Taliban spokesman Suhail Shaheen said the insurgents would end their fighting when a negotiated government that agrees with all sides of the conflict is established in Kabul, and Ghani's government is removed.
“I want to make it clear that we do not believe in the monopoly of power because any governments who [sought] to monopolize power in Afghanistan in the past were not successful governments,” Shaheen told The Associated Press. “So we do not want to repeat that same formula.”
Shaheen dismissed Ghani's right to govern, calling him a warmonger and accusing him of using his speech on the Islamic holy day Eid-al-Adha to assure an offense against the Taliban. Shaheen also brought up allegations of widespread fraud regarding Ghani's win. Ghani has said that he will remain in office until new elections determine the next government, which his critics, including the Taliban, say is only a method for him to remain in power.
Last week, the executive officer of the country, Abdullah Abdullah, led a high-level group of representatives to talk with Taliban leaders, according to the AP. While Shaheen said those talks were good at first, the government’s repeated demands for a cease fire without the removal of Ghani were similar to a Taliban surrender.
“They don’t want reconciliation, but they want surrendering,” Shaheen said.
Before the Taliban can agree to a cease fire, there must be a new government “acceptable to us and to other Afghans,” he said. Only then will there be no war, according to Shaheen.
Shaheen said the new government would allow women to work, go to school, participate in politics and walk freely without a male relative. However, they will be required to wear a hijab or headscarf.
However, many reports from captured Taliban districts dispute this claim, as there are many harsh restrictions imposed on women, including setting fire to schools, according to the AP.
Shaheen said that the capture of those districts was done through negotiation, not fighting.

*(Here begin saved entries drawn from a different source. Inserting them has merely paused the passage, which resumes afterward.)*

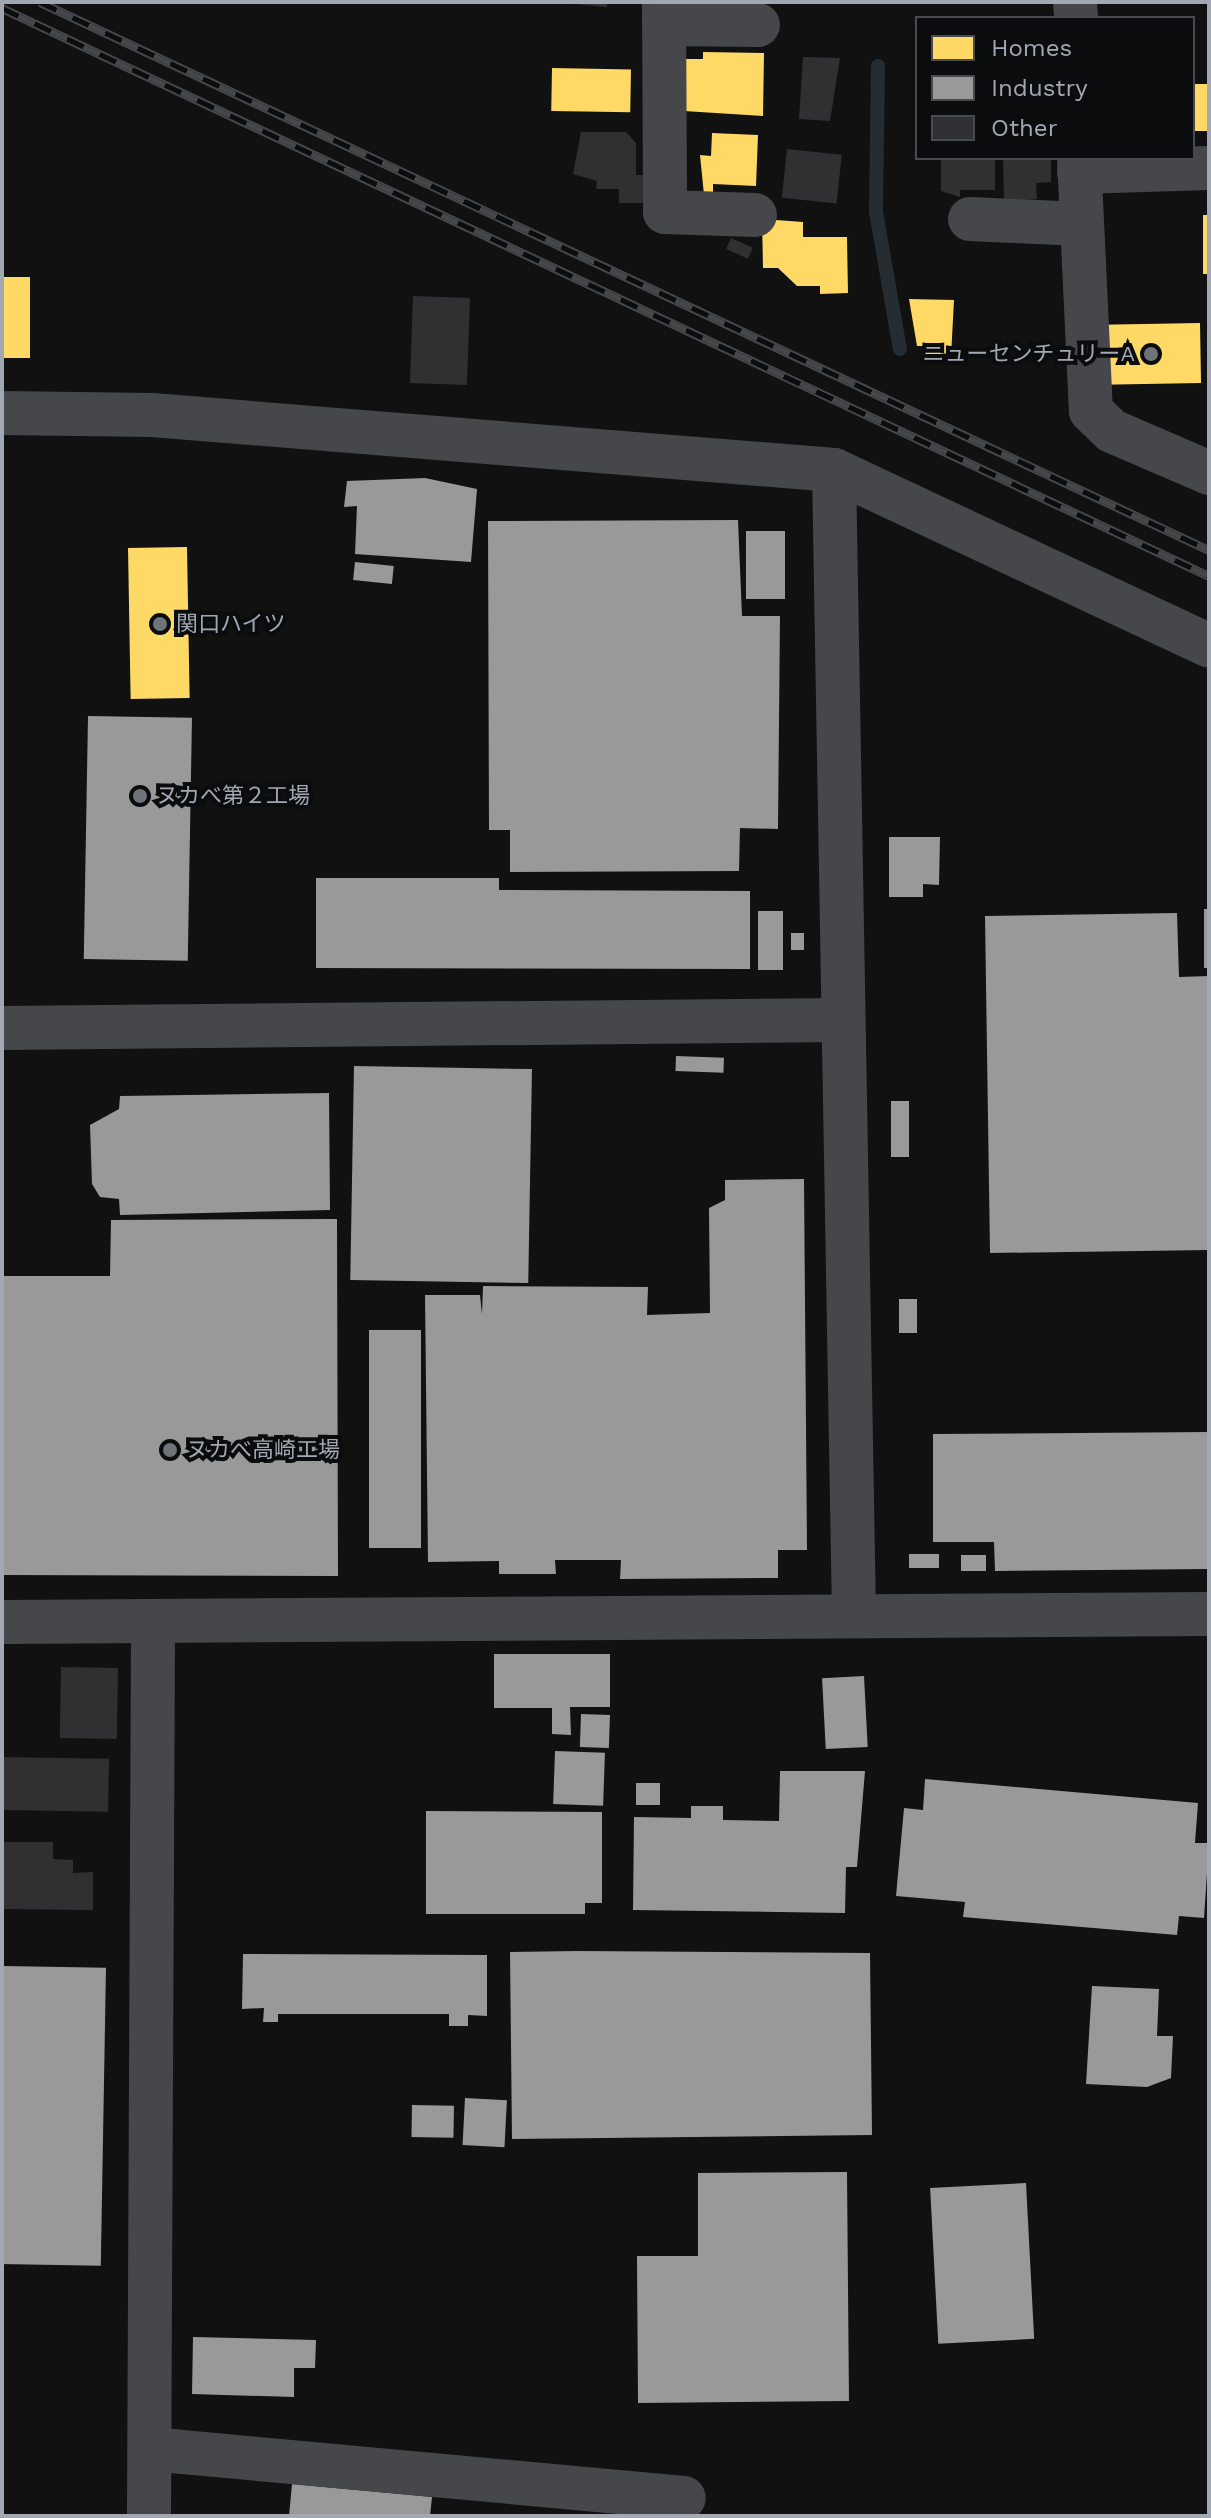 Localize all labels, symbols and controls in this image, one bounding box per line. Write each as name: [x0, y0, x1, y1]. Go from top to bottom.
legend: [915, 16, 1195, 160]
text: Homes: [991, 34, 1072, 62]
text: Industry: [991, 74, 1088, 102]
text: Other: [991, 114, 1058, 142]
place label: ニューセンチュリーA: [922, 341, 1135, 367]
marker: ニューセンチュリーA: [1142, 345, 1160, 363]
place label: 関口ハイツ: [176, 611, 286, 637]
marker: 関口ハイツ: [151, 615, 169, 633]
place label: ヌカべ第２工場: [156, 783, 310, 809]
marker: ヌカべ第２工場: [131, 787, 149, 805]
place label: ヌカべ高崎工場: [186, 1437, 340, 1463]
marker: ヌカべ高崎工場: [161, 1441, 179, 1459]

He said that some Taliban commanders ignored the leadership's orders against repressive and drastic behavior.
“Those districts which have fallen to us and the military forces who have joined us ... were through mediation of the people, through talks,” he told the publication. “They [did not fall] through fighting. ... It would have been very hard for us to take 194 districts in just eight weeks.”
“You know, no one no one wants a civil war, including me,” he added.